The fire shrimp is likewise unlikely to pursue the babies to the top of the tank and leave itself completely exposed while it does so. As you know, Lysmata debelius is very shy and reclusive in nature, and prefers the shelter of crevices and overhanging ledges rather than the open water in the aquarium. Now, if you had a Scarlet cleaner shrimp (Lysmata amboinensis), which is much bolder, more active, and more aggressive than fire shrimp, then the newborns would be in real danger. A brazen Scarlet cleaner shrimp would not hesitate to dart up to the surface, snare one or two or more of the newborns, and then dash back down to the substrate to feed on its catch.
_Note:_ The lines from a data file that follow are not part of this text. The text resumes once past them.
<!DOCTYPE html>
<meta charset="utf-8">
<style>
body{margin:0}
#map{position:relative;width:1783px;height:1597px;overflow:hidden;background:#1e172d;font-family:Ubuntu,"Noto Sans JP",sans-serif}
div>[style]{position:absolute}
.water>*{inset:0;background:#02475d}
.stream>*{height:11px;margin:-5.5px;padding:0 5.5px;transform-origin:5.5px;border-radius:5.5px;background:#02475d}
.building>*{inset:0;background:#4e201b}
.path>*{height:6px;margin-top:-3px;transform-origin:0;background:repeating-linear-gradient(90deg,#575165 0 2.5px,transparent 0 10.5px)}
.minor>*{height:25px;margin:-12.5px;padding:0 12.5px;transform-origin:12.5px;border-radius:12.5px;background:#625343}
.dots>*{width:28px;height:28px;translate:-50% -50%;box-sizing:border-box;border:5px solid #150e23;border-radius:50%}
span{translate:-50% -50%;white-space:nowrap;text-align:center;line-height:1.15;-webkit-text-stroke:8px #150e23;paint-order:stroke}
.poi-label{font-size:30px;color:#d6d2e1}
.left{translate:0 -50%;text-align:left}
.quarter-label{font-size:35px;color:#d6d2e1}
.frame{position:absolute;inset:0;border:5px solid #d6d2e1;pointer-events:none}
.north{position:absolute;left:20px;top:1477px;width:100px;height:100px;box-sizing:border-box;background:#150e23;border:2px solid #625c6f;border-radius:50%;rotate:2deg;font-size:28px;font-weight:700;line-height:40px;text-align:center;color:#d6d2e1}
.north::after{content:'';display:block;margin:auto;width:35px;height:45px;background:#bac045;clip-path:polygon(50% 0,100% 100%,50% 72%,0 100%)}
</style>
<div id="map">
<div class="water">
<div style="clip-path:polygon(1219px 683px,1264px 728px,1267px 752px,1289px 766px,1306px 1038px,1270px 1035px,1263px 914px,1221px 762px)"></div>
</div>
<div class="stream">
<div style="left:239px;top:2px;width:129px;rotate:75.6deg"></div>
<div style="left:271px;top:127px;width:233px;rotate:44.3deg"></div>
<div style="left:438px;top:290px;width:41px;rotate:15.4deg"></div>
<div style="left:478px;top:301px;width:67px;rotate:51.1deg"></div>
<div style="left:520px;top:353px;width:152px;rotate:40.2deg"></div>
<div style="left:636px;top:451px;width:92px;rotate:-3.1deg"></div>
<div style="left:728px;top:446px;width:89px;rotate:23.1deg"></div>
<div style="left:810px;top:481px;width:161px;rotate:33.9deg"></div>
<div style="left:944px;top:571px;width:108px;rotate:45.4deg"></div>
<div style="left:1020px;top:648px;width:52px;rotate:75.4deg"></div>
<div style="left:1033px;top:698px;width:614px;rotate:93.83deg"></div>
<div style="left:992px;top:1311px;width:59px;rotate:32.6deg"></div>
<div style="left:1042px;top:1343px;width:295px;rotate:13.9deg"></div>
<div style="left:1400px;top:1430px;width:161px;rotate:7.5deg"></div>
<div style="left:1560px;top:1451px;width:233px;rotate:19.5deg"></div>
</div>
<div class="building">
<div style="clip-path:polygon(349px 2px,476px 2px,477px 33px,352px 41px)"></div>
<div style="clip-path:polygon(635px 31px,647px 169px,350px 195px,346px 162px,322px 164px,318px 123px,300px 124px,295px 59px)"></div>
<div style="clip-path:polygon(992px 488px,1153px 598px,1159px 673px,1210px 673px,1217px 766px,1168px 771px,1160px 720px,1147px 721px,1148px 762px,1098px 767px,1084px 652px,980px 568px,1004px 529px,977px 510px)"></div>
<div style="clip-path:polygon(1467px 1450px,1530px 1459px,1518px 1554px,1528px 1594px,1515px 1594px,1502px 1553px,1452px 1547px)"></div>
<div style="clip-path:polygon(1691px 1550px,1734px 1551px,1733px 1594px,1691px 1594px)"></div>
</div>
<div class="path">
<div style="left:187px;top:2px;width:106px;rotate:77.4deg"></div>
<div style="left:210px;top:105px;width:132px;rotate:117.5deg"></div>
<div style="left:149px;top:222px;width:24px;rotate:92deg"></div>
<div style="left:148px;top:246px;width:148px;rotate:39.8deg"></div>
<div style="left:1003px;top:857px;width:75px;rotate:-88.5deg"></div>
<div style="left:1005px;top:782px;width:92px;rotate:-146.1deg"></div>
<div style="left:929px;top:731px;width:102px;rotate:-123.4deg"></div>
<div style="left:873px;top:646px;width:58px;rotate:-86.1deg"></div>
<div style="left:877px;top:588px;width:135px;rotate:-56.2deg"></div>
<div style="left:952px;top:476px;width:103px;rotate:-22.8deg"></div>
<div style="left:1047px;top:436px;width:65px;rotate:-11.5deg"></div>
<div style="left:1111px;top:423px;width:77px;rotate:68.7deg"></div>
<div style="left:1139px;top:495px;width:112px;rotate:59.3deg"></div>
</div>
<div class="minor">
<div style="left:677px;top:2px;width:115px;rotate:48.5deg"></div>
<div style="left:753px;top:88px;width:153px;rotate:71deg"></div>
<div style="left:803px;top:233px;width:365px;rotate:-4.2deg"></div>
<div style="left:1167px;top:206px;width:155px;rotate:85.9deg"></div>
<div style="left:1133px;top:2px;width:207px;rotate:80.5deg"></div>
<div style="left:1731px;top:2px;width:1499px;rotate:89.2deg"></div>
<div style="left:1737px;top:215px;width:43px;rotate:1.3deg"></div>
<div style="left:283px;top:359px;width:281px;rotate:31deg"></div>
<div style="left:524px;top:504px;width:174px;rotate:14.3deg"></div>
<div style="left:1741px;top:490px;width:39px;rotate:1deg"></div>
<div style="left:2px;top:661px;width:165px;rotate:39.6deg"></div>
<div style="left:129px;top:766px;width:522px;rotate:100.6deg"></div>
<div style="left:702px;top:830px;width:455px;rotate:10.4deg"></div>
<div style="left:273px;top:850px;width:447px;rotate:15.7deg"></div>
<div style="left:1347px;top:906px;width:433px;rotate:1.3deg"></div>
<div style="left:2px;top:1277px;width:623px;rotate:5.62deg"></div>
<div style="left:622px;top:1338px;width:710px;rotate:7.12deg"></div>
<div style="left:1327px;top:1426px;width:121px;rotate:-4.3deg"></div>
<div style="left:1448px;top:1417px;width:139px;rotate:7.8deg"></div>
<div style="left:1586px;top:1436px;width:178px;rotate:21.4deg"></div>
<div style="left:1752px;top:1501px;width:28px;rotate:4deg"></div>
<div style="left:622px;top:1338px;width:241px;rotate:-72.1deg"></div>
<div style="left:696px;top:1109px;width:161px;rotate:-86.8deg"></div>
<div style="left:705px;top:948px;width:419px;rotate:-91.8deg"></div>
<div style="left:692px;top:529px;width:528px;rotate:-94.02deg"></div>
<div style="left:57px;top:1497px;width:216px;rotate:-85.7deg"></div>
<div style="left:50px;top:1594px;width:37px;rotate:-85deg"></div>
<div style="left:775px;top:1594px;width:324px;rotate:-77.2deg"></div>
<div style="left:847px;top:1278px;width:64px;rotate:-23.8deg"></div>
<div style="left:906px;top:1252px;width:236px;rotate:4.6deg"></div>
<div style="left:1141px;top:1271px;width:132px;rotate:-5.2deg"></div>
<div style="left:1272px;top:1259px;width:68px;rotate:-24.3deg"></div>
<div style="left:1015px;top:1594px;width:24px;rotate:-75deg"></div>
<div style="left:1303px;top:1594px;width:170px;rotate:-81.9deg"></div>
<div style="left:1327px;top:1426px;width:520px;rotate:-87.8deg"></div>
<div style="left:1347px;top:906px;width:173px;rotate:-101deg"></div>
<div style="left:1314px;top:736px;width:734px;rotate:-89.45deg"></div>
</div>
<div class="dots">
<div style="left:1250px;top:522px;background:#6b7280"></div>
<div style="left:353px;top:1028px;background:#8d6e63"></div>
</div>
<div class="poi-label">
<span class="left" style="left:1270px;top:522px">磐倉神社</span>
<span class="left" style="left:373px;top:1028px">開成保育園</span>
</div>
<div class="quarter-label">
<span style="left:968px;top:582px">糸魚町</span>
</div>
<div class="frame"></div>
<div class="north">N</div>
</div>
It wouldn’t take a hungry Scarlet cleaner shrimp (L. amboinensis) long to decimate the babies, but your fire shrimp is a very different animal. The fire shrimp could be a threat to the babies if they venture down to the bottom of the tank, but it will be several days at least before the Sunburst babies are ready to settle out and orient to the bottom.
Both the ghost shrimp and the fire shrimp could present a serious threat to benthic seahorse babies, but they are nothing for you to be overly concerned about, Carolina, because your Sunburst babies will all be gathering at the top of the tank, well out of danger.
However, because they are going to be hugging the surface, the babies could certainly be at risk from being "eaten" by the filtration system for your aquarium. They could sucked over an overflow and wind up down in the sump, for example, or they could get drawn into the intake from an external filter, so you may want to screen off the overflow or filter intakes until you are certain whether or not Snoopy is pregnant at the moment.
Plastic window screen will work well for this purpose. The plastic window screen is easy to cut into the necessary size and shape, and the mesh is small enough to keep out pesky flies and mosquitoes, which means it will also restrain newborn Sunbursts. But at the same time, the plastic window screen mesh is large enough to allow water to easily flow-through it and to resist clogging, so it won’t harm the pumps or filters or cause the tank to overflow by obstructing the overflow box.
Best of luck with Clara and Snoopy, Carolina!